ARLA announced a a further cut in the price it pays its milk producers just two days before Christmas Day.

The cut of 2.03ppl from January 5 will see its 3,000 dairy farmers receive 24.81ppl and follows a 1.63ppl cut in December.

Ash Amirahmadi, Arla’s UK head of milk and member services, said: "Global supply and demand are still out of balance which is continuing to create downward pressure. The knock on impact of weak international prices on the European markets has affected Arla’s business performance, as well as that of the entire dairy industry in Europe."

Meurig Raymond, NFU president, said it was the worst possible Christmas present for the farmers who supplied Arla.

"It couldn’t have come at a worse time and this latest reduction will continue to place huge pressure on cash flows for these farmers in the months ahead," he said, "It is vital that we don’t see this trend continue through other processors’ February price announcements.

"For the first time producer numbers have dipped under 10,000 with 60 going out of business in November alone. We will continue to put pressure on government, retailers and the processors with the aim of trying to rebuild an economically sustainable dairy industry.
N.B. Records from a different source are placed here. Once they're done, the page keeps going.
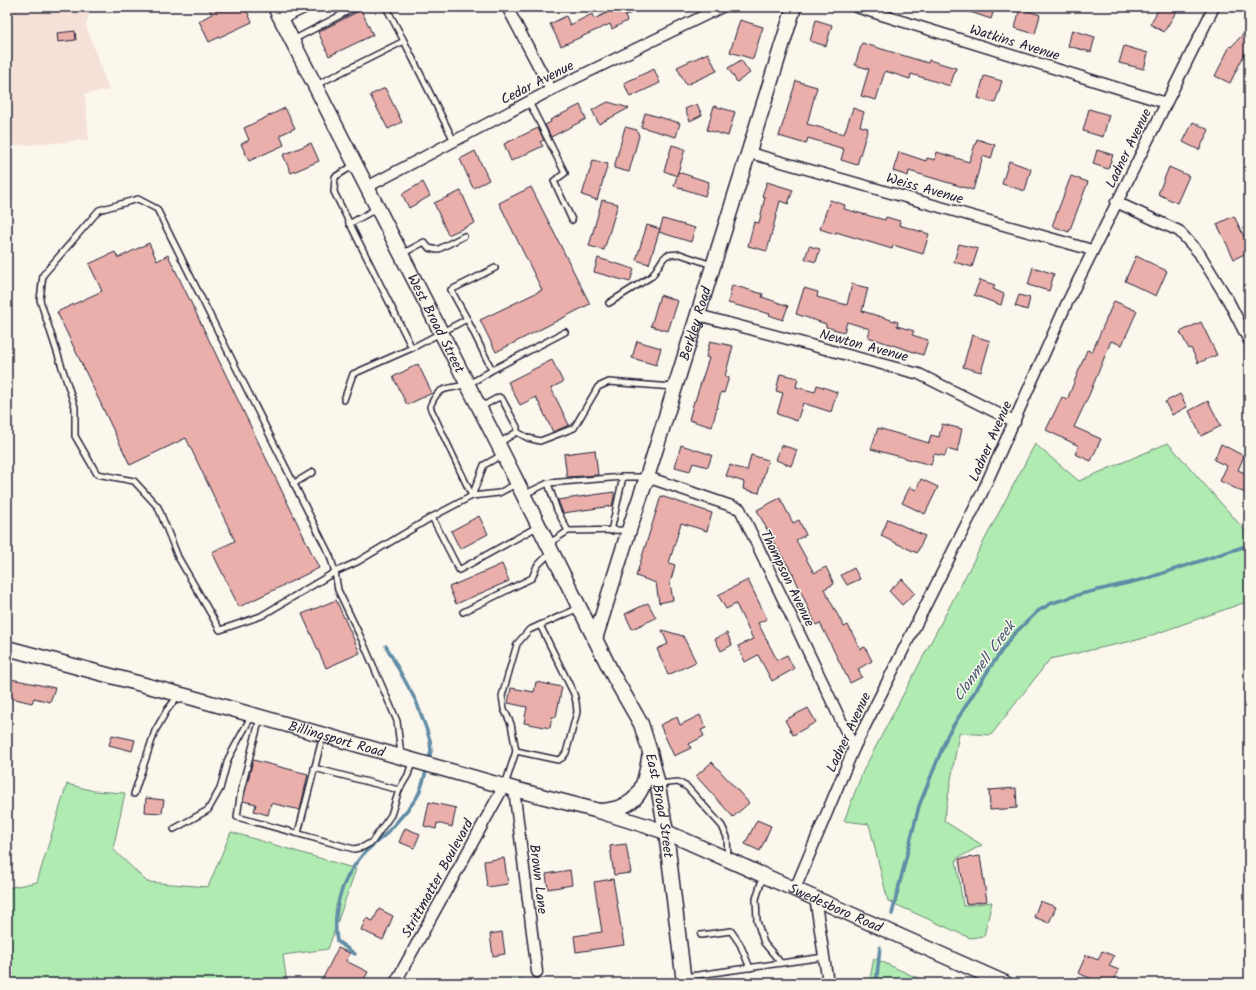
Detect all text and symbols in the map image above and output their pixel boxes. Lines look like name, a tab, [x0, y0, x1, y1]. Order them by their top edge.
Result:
street label: Watkins Avenue	[967, 19, 1063, 67]
street label: Cedar Avenue	[497, 55, 579, 111]
street label: Ladner Avenue	[1100, 104, 1158, 192]
street label: Weiss Avenue	[884, 167, 967, 211]
street label: West Broad Street	[401, 270, 470, 378]
street label: Berkley Road	[674, 283, 718, 364]
street label: Newton Avenue	[817, 324, 911, 369]
street label: Ladner Avenue	[963, 397, 1019, 485]
street label: Thompson Avenue	[754, 526, 820, 631]
water label: Clonmell Creek	[947, 615, 1023, 707]
street label: Ladner Avenue	[821, 688, 877, 776]
street label: Billingsport Road	[286, 716, 388, 764]
street label: East Broad Street	[639, 751, 679, 860]
street label: Strittmatter Boulevard	[396, 814, 480, 942]
street label: Brown Lane	[523, 843, 553, 916]
street label: Swedesboro Road	[785, 878, 887, 939]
We cannot emphasise enough how awful this downward spiral has been for the dairy industry in the UK."

Rob Harrison, NFU dairy board chairman, said the announcement was another body blow for the industry.
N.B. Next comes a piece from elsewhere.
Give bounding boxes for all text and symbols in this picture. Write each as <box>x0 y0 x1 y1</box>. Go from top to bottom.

"But despite this news, dairy farmers across the country, including myself, will continue to provide the nation’s milk – working 52 weeks a year, without a break, and yes, even on Christmas day we’ll be up and in the parlour at 4am before being able to spend some precious time with our children and families.

"All we ask is that the public continues to buy British dairy products, including British cheese, look out for the Red Tractor logo and continue to back British farming."